━━━ LISTED ENTRIES

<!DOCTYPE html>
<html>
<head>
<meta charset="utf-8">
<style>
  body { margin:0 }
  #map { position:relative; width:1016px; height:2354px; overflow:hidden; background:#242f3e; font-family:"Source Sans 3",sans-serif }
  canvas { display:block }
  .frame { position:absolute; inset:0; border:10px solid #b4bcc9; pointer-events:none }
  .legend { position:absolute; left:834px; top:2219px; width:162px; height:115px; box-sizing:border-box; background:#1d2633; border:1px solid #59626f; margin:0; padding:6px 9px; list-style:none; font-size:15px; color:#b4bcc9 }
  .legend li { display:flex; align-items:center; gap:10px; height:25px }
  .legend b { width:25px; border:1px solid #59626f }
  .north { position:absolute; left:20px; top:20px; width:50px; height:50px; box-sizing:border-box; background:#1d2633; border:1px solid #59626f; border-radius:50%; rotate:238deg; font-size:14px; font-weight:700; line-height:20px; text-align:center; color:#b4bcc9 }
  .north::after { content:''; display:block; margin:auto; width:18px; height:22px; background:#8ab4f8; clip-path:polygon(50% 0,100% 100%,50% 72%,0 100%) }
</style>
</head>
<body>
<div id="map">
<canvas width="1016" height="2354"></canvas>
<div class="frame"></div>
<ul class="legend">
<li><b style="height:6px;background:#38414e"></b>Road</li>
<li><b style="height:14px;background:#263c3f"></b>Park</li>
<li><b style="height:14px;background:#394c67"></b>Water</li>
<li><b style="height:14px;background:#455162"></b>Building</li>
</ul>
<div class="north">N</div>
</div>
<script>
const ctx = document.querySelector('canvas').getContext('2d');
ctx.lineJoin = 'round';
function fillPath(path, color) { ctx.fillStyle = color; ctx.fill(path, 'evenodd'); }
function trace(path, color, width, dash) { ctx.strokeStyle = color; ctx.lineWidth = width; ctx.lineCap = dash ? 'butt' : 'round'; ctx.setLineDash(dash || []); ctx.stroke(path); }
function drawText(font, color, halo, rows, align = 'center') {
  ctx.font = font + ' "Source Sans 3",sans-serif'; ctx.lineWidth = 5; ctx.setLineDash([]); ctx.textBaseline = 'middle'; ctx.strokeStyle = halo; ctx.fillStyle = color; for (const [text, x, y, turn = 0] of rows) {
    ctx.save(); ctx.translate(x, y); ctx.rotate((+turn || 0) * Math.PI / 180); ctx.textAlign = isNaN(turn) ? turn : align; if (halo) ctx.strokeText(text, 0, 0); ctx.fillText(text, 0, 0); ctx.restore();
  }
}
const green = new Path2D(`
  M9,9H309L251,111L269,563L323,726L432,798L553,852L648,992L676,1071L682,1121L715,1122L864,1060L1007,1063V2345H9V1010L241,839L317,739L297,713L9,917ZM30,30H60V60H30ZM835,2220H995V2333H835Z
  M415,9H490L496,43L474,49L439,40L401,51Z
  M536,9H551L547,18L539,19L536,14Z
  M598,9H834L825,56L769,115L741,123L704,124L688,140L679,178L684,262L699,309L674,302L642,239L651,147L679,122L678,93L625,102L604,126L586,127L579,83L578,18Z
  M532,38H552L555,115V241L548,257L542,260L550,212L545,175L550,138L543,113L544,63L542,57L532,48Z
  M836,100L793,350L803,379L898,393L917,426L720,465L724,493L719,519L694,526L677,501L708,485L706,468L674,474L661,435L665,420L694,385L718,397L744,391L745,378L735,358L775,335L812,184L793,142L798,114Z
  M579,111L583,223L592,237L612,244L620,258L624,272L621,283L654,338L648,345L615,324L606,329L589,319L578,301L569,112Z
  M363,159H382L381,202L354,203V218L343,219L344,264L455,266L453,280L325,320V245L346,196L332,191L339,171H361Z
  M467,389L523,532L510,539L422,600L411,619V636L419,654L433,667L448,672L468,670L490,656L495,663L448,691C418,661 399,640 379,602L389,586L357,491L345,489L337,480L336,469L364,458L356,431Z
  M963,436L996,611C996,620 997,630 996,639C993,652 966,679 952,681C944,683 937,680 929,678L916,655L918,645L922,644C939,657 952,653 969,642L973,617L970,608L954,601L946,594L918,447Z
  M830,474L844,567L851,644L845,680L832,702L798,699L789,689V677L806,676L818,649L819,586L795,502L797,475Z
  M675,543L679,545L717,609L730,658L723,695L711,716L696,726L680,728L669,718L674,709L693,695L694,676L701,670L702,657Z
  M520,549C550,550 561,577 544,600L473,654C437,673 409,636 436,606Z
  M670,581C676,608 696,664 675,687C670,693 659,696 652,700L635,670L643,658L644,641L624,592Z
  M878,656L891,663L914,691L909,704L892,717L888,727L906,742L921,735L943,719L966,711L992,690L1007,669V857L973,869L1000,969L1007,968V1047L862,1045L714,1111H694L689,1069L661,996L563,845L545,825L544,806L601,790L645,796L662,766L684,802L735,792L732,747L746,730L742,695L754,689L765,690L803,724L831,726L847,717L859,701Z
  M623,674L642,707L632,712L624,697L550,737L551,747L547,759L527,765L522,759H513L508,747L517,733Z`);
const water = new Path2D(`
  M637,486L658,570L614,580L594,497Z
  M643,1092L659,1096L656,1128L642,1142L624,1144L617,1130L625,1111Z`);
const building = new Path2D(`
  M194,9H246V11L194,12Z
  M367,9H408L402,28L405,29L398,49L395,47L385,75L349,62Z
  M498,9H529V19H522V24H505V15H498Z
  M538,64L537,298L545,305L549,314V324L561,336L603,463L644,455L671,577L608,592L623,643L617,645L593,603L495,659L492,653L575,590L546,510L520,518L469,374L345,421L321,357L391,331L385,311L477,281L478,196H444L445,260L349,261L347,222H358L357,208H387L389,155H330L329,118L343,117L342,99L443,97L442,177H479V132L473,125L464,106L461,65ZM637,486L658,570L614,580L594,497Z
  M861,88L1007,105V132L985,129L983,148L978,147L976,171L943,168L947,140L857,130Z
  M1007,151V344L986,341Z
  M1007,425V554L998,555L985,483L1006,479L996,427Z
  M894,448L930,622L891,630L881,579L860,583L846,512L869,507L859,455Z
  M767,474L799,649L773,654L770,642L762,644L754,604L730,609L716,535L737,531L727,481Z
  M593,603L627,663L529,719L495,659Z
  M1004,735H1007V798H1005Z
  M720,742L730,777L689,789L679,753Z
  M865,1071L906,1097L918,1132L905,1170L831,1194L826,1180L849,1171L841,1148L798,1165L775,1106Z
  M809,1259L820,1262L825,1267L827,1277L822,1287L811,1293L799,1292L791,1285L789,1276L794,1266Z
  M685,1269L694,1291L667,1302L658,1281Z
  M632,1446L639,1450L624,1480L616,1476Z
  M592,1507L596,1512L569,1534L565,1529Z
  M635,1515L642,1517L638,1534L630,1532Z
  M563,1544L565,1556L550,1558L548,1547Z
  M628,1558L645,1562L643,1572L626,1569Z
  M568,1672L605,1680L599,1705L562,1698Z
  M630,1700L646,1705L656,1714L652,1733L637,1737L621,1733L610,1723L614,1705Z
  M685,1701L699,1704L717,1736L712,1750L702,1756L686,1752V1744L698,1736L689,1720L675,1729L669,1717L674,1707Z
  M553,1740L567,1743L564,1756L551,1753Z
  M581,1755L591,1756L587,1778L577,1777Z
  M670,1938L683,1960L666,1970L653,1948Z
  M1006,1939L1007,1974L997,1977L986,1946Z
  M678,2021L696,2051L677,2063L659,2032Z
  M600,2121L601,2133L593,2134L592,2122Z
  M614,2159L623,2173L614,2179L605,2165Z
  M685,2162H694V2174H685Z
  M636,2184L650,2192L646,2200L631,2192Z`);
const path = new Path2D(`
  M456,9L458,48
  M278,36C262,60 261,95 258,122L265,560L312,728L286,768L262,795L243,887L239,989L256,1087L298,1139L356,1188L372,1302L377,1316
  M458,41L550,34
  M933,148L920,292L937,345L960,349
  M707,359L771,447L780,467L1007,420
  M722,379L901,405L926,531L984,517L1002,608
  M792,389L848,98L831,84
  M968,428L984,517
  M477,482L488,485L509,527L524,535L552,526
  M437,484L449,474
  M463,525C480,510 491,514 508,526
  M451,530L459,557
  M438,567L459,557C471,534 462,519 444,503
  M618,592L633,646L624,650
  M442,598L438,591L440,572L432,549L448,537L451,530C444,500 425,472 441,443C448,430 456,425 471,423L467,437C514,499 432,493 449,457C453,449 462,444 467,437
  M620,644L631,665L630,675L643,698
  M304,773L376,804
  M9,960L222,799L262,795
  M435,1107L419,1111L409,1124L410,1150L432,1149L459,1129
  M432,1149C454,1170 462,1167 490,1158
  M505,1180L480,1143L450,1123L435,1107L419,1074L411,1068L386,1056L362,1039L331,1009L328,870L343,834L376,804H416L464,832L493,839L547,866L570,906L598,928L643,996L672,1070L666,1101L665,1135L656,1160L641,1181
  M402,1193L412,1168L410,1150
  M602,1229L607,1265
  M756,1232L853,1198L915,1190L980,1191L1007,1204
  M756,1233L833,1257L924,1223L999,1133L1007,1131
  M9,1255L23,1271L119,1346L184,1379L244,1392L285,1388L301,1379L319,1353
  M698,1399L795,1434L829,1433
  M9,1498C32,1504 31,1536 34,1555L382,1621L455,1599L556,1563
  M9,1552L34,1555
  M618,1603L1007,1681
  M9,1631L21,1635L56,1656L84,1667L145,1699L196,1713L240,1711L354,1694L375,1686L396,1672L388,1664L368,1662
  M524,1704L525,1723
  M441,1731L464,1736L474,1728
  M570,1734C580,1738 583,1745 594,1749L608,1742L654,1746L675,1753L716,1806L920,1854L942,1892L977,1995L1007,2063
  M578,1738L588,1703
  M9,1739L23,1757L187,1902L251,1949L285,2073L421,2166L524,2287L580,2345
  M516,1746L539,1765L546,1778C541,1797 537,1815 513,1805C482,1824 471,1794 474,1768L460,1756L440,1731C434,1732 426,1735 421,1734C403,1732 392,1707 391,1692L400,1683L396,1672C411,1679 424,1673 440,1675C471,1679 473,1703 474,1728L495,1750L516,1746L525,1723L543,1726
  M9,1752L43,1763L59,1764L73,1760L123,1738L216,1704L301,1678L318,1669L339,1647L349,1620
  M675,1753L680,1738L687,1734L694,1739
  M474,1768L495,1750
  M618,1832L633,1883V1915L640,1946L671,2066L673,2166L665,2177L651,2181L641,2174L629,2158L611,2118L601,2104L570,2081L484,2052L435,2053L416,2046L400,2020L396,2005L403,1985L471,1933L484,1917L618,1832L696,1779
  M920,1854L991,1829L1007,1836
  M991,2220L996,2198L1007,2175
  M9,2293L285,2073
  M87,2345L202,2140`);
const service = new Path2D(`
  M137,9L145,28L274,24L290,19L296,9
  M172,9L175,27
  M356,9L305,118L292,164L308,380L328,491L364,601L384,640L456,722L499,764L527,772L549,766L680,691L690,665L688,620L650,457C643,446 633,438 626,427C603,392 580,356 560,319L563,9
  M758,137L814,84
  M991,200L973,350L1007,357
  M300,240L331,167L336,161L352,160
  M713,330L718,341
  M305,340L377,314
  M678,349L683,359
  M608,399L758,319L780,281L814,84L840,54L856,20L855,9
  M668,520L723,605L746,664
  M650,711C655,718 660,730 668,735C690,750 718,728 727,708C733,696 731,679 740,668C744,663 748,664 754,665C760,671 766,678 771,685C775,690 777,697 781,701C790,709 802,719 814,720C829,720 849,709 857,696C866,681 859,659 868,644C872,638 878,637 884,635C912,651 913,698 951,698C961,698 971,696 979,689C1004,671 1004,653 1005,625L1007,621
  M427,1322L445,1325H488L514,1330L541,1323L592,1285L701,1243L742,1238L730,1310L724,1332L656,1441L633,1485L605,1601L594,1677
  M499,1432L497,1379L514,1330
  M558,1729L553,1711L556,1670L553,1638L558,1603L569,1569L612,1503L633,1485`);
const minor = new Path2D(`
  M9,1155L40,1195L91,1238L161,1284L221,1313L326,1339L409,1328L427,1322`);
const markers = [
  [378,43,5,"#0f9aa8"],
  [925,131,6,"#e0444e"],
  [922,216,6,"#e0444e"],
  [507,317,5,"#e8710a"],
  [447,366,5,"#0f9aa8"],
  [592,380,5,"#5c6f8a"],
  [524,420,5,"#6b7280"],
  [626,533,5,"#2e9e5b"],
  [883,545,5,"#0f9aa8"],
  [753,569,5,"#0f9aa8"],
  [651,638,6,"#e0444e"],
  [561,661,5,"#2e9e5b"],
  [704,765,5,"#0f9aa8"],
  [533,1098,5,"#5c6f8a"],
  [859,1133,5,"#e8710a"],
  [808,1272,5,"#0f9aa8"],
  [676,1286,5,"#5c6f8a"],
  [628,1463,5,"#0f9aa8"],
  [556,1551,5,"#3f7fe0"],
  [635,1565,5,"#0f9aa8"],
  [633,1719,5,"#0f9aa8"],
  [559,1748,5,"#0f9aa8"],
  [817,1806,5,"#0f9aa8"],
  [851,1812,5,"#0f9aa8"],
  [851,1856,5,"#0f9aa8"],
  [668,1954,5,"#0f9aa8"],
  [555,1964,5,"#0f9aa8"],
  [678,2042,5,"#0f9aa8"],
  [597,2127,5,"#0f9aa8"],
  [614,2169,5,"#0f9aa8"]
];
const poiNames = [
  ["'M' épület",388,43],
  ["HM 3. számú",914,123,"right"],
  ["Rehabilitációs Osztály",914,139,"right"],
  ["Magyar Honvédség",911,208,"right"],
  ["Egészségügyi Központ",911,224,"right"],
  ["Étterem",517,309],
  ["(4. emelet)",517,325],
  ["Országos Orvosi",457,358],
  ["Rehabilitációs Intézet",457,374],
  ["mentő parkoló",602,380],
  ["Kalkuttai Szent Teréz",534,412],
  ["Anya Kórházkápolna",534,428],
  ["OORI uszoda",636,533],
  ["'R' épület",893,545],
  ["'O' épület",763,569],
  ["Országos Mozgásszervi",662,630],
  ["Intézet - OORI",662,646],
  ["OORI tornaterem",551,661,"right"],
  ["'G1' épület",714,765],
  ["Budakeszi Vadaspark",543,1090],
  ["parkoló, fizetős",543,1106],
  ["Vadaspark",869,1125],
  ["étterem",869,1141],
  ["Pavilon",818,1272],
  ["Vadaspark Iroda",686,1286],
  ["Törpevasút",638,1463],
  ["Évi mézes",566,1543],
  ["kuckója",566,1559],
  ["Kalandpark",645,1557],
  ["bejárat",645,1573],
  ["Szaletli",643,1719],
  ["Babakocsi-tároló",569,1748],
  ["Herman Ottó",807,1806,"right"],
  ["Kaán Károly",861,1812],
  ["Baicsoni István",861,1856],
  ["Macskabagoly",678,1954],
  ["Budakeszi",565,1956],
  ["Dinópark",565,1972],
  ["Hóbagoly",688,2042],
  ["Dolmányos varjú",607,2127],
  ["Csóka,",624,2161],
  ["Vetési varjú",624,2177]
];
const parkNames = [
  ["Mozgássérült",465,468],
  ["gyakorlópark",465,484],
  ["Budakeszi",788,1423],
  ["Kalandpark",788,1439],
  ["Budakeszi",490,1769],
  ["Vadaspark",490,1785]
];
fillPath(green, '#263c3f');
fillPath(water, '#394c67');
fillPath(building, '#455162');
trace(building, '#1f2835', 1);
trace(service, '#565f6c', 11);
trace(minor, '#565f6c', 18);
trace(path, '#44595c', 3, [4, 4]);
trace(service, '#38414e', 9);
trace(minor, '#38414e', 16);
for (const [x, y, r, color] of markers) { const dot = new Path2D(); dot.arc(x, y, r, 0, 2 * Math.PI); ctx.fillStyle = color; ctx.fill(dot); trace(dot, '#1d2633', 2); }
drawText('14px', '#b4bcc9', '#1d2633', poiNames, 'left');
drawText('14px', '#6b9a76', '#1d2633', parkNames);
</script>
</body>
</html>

━━━━━━

**EXERCISE BRIEF**
Quote the listing word for word from its first line through the line in which "display:flex; align-items:center; gap:10px;" appears.

**WRITTEN RESPONSE**
<!DOCTYPE html>
<html>
<head>
<meta charset="utf-8">
<style>
  body { margin:0 }
  #map { position:relative; width:1016px; height:2354px; overflow:hidden; background:#242f3e; font-family:"Source Sans 3",sans-serif }
  canvas { display:block }
  .frame { position:absolute; inset:0; border:10px solid #b4bcc9; pointer-events:none }
  .legend { position:absolute; left:834px; top:2219px; width:162px; height:115px; box-sizing:border-box; background:#1d2633; border:1px solid #59626f; margin:0; padding:6px 9px; list-style:none; font-size:15px; color:#b4bcc9 }
  .legend li { display:flex; align-items:center; gap:10px; height:25px }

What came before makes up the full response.